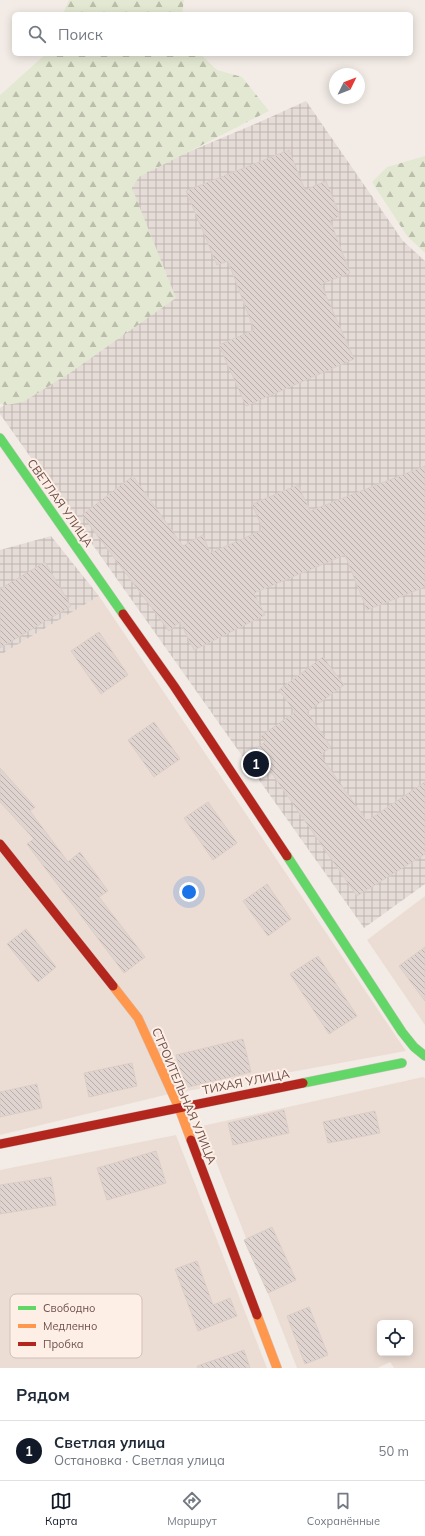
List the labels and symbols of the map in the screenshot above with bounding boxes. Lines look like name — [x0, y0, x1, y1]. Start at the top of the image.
north arrow — [329, 68, 365, 104]
street label: СВЕТЛАЯ УЛИЦА — [24, 456, 97, 550]
pin: 1 — [243, 749, 269, 779]
your location — [179, 882, 199, 902]
street label: СТРОИТЕЛЬНАЯ УЛИЦА — [149, 1025, 220, 1166]
street label: ТИХАЯ УЛИЦА — [201, 1066, 291, 1097]
legend — [10, 1294, 142, 1358]
text: Свободно — [43, 1301, 96, 1315]
text: Медленно — [43, 1319, 97, 1333]
text: Пробка — [43, 1337, 84, 1351]

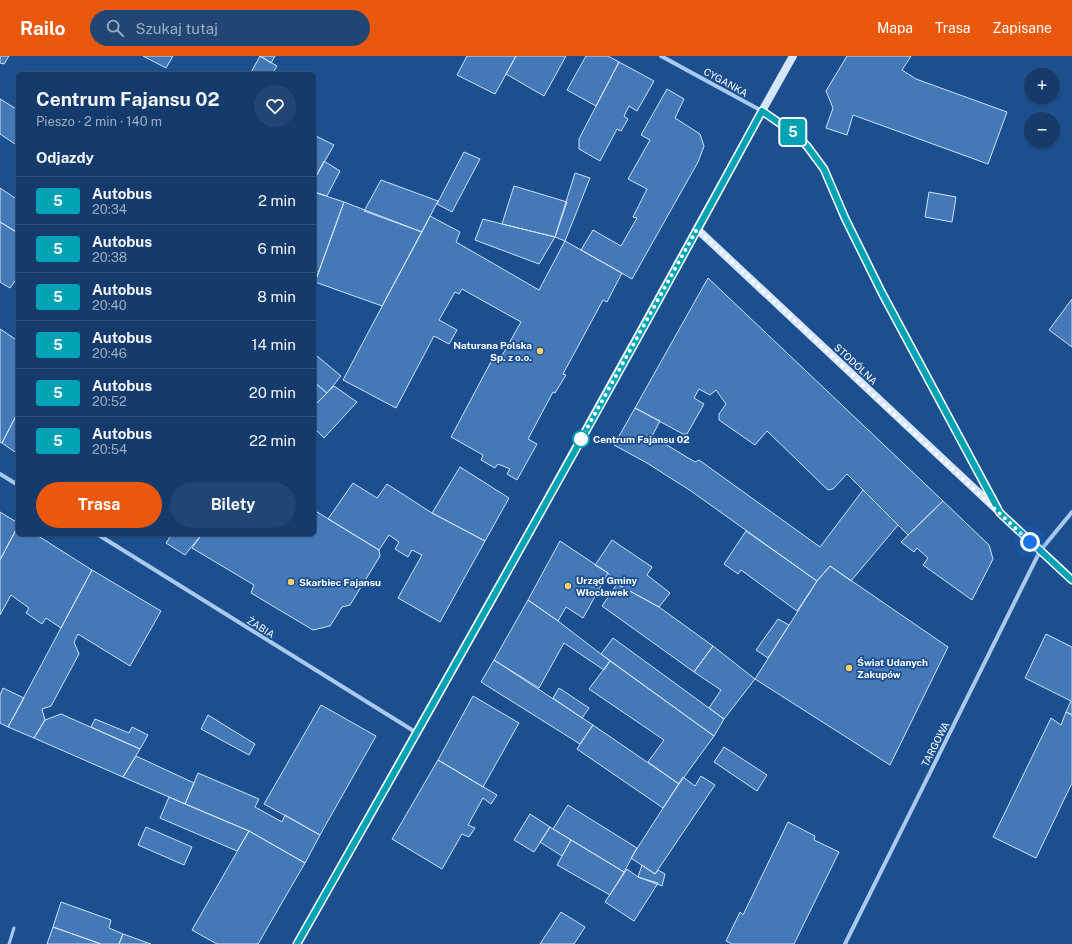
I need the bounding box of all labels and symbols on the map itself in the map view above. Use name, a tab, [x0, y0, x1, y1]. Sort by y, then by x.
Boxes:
street label: CYGANKA	[702, 65, 750, 99]
line badge: 5	[780, 119, 806, 145]
place label: Naturana Polska Sp. z o.o.	[453, 339, 532, 363]
street label: STODÓLNA	[832, 341, 880, 387]
marker: Naturana Polska Sp. z o.o.	[535, 346, 545, 356]
marker: Centrum Fajansu 02	[572, 430, 590, 448]
place label: Centrum Fajansu 02	[593, 433, 690, 445]
your location	[1020, 532, 1040, 552]
place label: Urząd Gminy Włocławek	[576, 574, 637, 598]
place label: Skarbiec Fajansu	[299, 576, 381, 588]
marker: Skarbiec Fajansu	[286, 577, 296, 587]
marker: Urząd Gminy Włocławek	[563, 581, 573, 591]
street label: ŻABIA	[245, 614, 277, 640]
place label: Świat Udanych Zakupów	[857, 656, 928, 680]
marker: Świat Udanych Zakupów	[844, 663, 854, 673]
street label: TARGOWA	[919, 720, 951, 768]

----------

Without the pictures, retype all of the data above exactly.

List the labels and symbols of the map in the screenshot above with bounding boxes. Lines look like name — [x0, y0, x1, y1]. Start at the top of the image.
north arrow — [329, 68, 365, 104]
street label: СВЕТЛАЯ УЛИЦА — [24, 456, 97, 550]
pin: 1 — [243, 749, 269, 779]
your location — [179, 882, 199, 902]
street label: СТРОИТЕЛЬНАЯ УЛИЦА — [149, 1025, 220, 1166]
street label: ТИХАЯ УЛИЦА — [201, 1066, 291, 1097]
legend — [10, 1294, 142, 1358]
text: Свободно — [43, 1301, 96, 1315]
text: Медленно — [43, 1319, 97, 1333]
text: Пробка — [43, 1337, 84, 1351]

I need the bounding box of all labels and symbols on the map itself in the map view above. Use name, a tab, [x0, y0, x1, y1]. Sort by y, then by x.
Boxes:
street label: CYGANKA	[702, 65, 750, 99]
line badge: 5	[780, 119, 806, 145]
place label: Naturana Polska Sp. z o.o.	[453, 339, 532, 363]
street label: STODÓLNA	[832, 341, 880, 387]
marker: Naturana Polska Sp. z o.o.	[535, 346, 545, 356]
marker: Centrum Fajansu 02	[572, 430, 590, 448]
place label: Centrum Fajansu 02	[593, 433, 690, 445]
your location	[1020, 532, 1040, 552]
place label: Urząd Gminy Włocławek	[576, 574, 637, 598]
place label: Skarbiec Fajansu	[299, 576, 381, 588]
marker: Skarbiec Fajansu	[286, 577, 296, 587]
marker: Urząd Gminy Włocławek	[563, 581, 573, 591]
street label: ŻABIA	[245, 614, 277, 640]
place label: Świat Udanych Zakupów	[857, 656, 928, 680]
marker: Świat Udanych Zakupów	[844, 663, 854, 673]
street label: TARGOWA	[919, 720, 951, 768]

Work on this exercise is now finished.